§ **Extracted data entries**

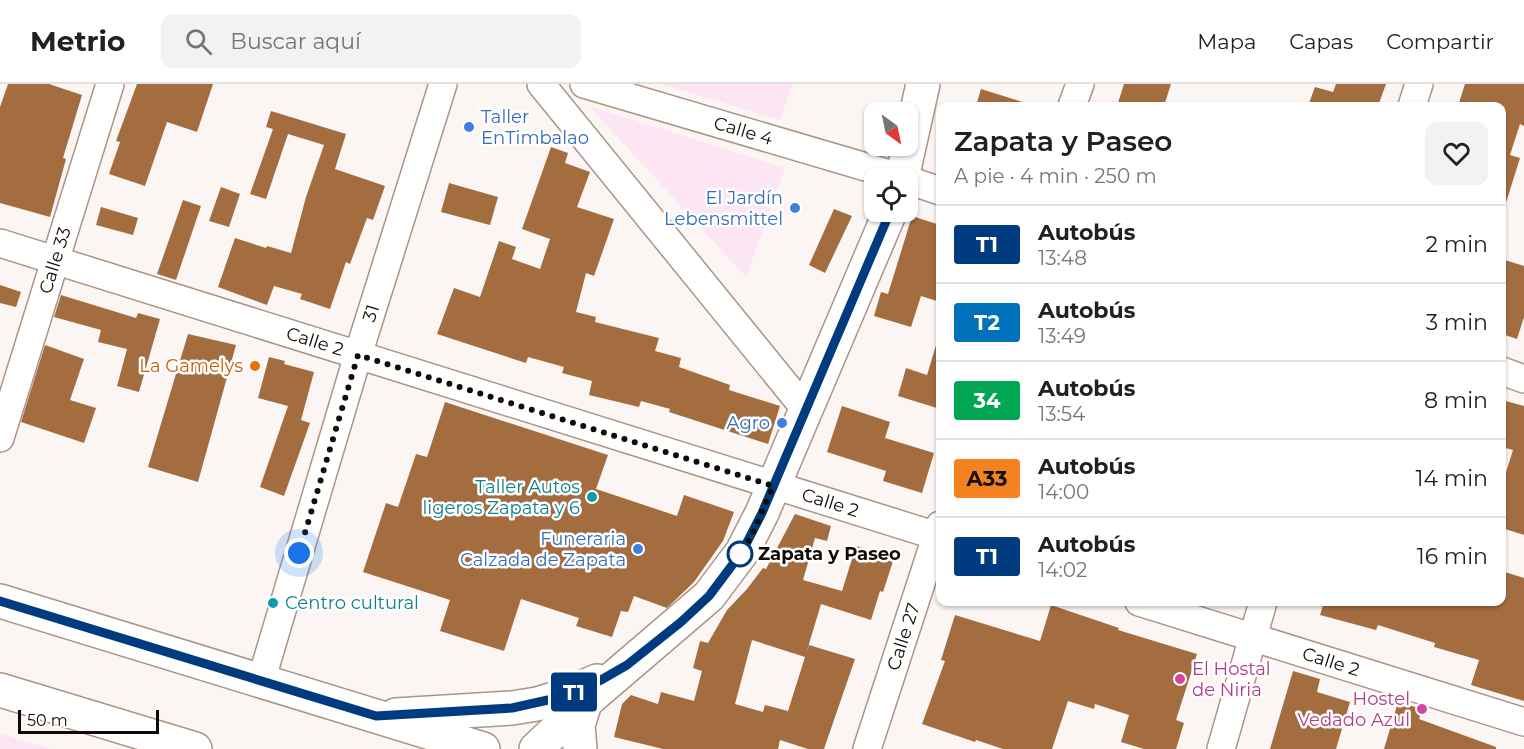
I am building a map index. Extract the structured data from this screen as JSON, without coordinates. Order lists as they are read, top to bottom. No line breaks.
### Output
{"streets":{"street":["Calle 4","Calle 33","31","Calle 2","Calle 27"]},"crossings":[["Calle 33","Calle 2"],["31","Calle 2"]],"places":["Taller EnTimbalao","El Jardín Lebensmittel","La Gamelys","Agro","Taller Autos ligeros Zapata y 6","Funeraria Calzada de Zapata","Zapata y Paseo","Centro cultural","El Hostal de Niria","Hostel Vedado Azul"],"lines":["bus line T1"],"scale_bar":"50 m","north":"bottom right","page":{"header":"Metrio","search":"Buscar aquí","nav":["Mapa","Capas","Compartir"],"on_map":"T1","heading":["Zapata y Paseo","A pie · 4 min · 250 m"],"list":[{"mark":"T1","name":"Autobús","note":"13:48","value":"2 min"},{"mark":"T2","name":"Autobús","note":"13:49","value":"3 min"},{"mark":"34","name":"Autobús","note":"13:54","value":"8 min"},{"mark":"A33","name":"Autobús","note":"14:00","value":"14 min"},{"mark":"T1","name":"Autobús","note":"14:02","value":"16 min"}],"scale":"50 m"}}
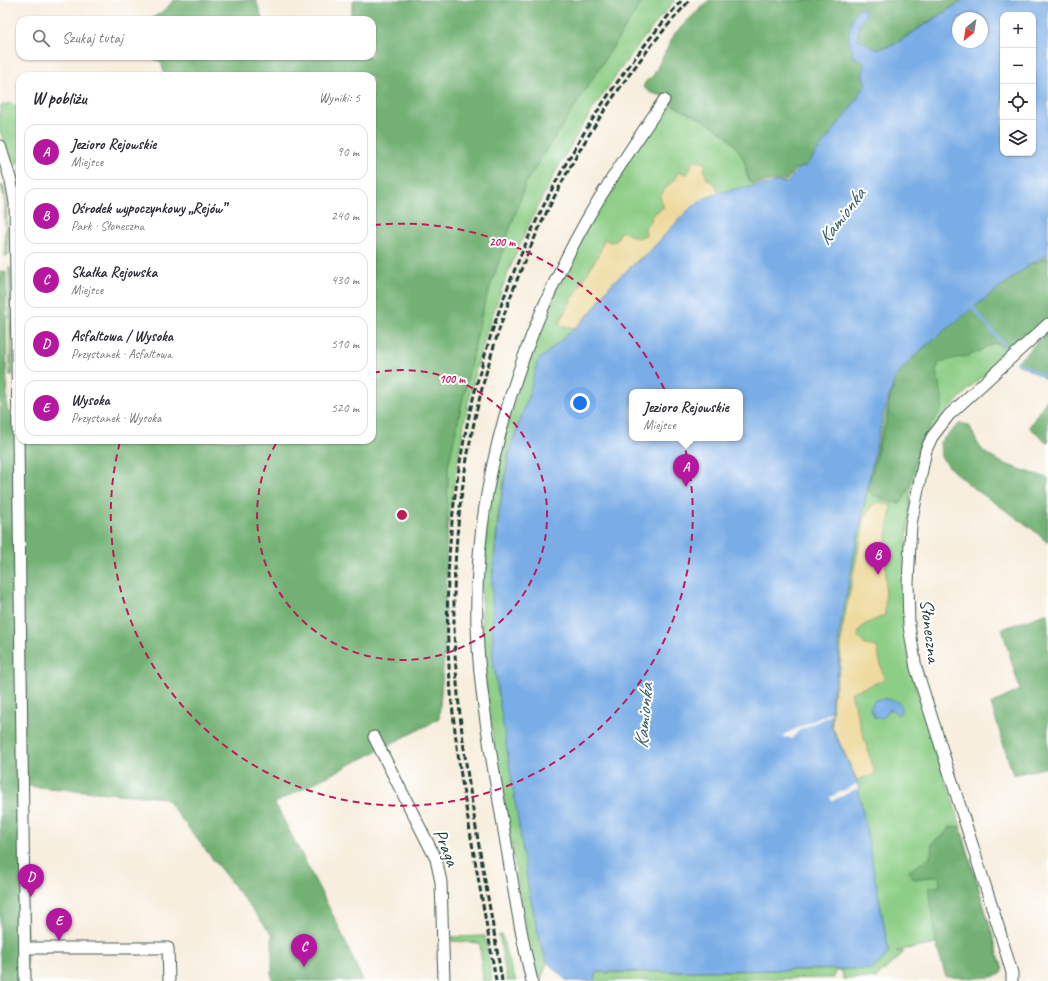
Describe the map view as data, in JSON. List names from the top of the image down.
{
  "streets": {
    "street": ["Słoneczna", "Praga"]
  },
  "water": ["Kamionka"],
  "north": "bottom left",
  "page": {
    "map_buttons": ["+", "−"],
    "search": "Szukaj tutaj",
    "heading": ["W pobliżu", "Wyniki: 5"],
    "list": [
      {
        "mark": "A",
        "name": "Jezioro Rejowskie",
        "note": "Miejsce",
        "value": "90 m"
      },
      {
        "mark": "B",
        "name": "Ośrodek wypoczynkowy „Rejów”",
        "note": "Park · Słoneczna",
        "value": "240 m"
      },
      {
        "mark": "C",
        "name": "Skałka Rejowska",
        "note": "Miejsce",
        "value": "430 m"
      },
      {
        "mark": "D",
        "name": "Asfaltowa / Wysoka",
        "note": "Przystanek · Asfaltowa",
        "value": "510 m"
      },
      {
        "mark": "E",
        "name": "Wysoka",
        "note": "Przystanek · Wysoka",
        "value": "520 m"
      }
    ],
    "popup": ["Jezioro Rejowskie", "Miejsce"],
    "pins": [
      "A",
      "B",
      "D",
      "E",
      "C"
    ]
  },
  "rings": ["200 m", "100 m"]
}
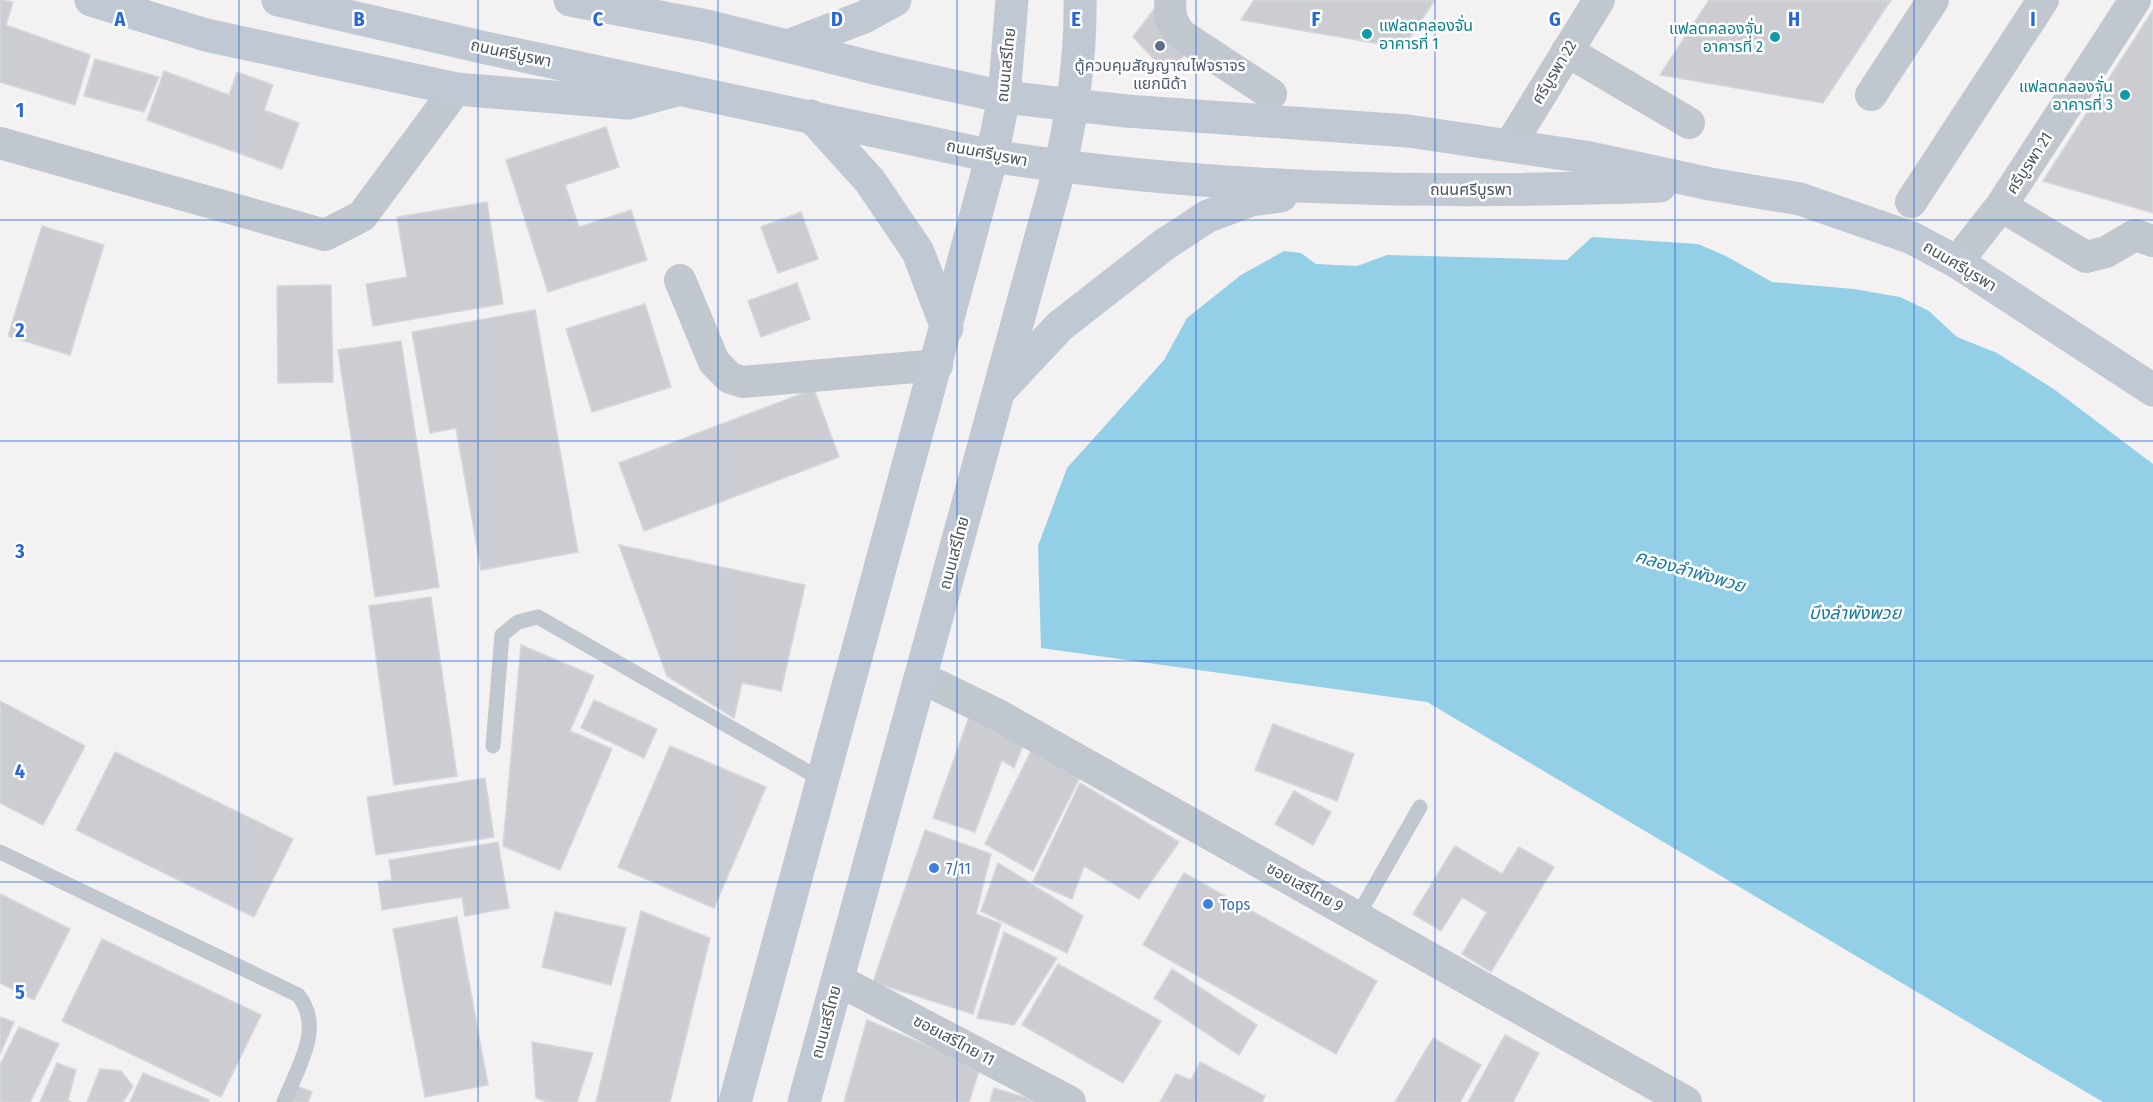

§ **GOAL OF THE EXERCISE**
With pictures left out, repeat exactly the lines from the one containing "Describe the map" through the last line of the data above, inclusive, and nothing else.

§ **RESULT OF THIS EXERCISE**
Describe the map view as data, in JSON. List names from the top of the image down.
{
  "streets": {
    "street": ["Słoneczna", "Praga"]
  },
  "water": ["Kamionka"],
  "north": "bottom left",
  "page": {
    "map_buttons": ["+", "−"],
    "search": "Szukaj tutaj",
    "heading": ["W pobliżu", "Wyniki: 5"],
    "list": [
      {
        "mark": "A",
        "name": "Jezioro Rejowskie",
        "note": "Miejsce",
        "value": "90 m"
      },
      {
        "mark": "B",
        "name": "Ośrodek wypoczynkowy „Rejów”",
        "note": "Park · Słoneczna",
        "value": "240 m"
      },
      {
        "mark": "C",
        "name": "Skałka Rejowska",
        "note": "Miejsce",
        "value": "430 m"
      },
      {
        "mark": "D",
        "name": "Asfaltowa / Wysoka",
        "note": "Przystanek · Asfaltowa",
        "value": "510 m"
      },
      {
        "mark": "E",
        "name": "Wysoka",
        "note": "Przystanek · Wysoka",
        "value": "520 m"
      }
    ],
    "popup": ["Jezioro Rejowskie", "Miejsce"],
    "pins": [
      "A",
      "B",
      "D",
      "E",
      "C"
    ]
  },
  "rings": ["200 m", "100 m"]
}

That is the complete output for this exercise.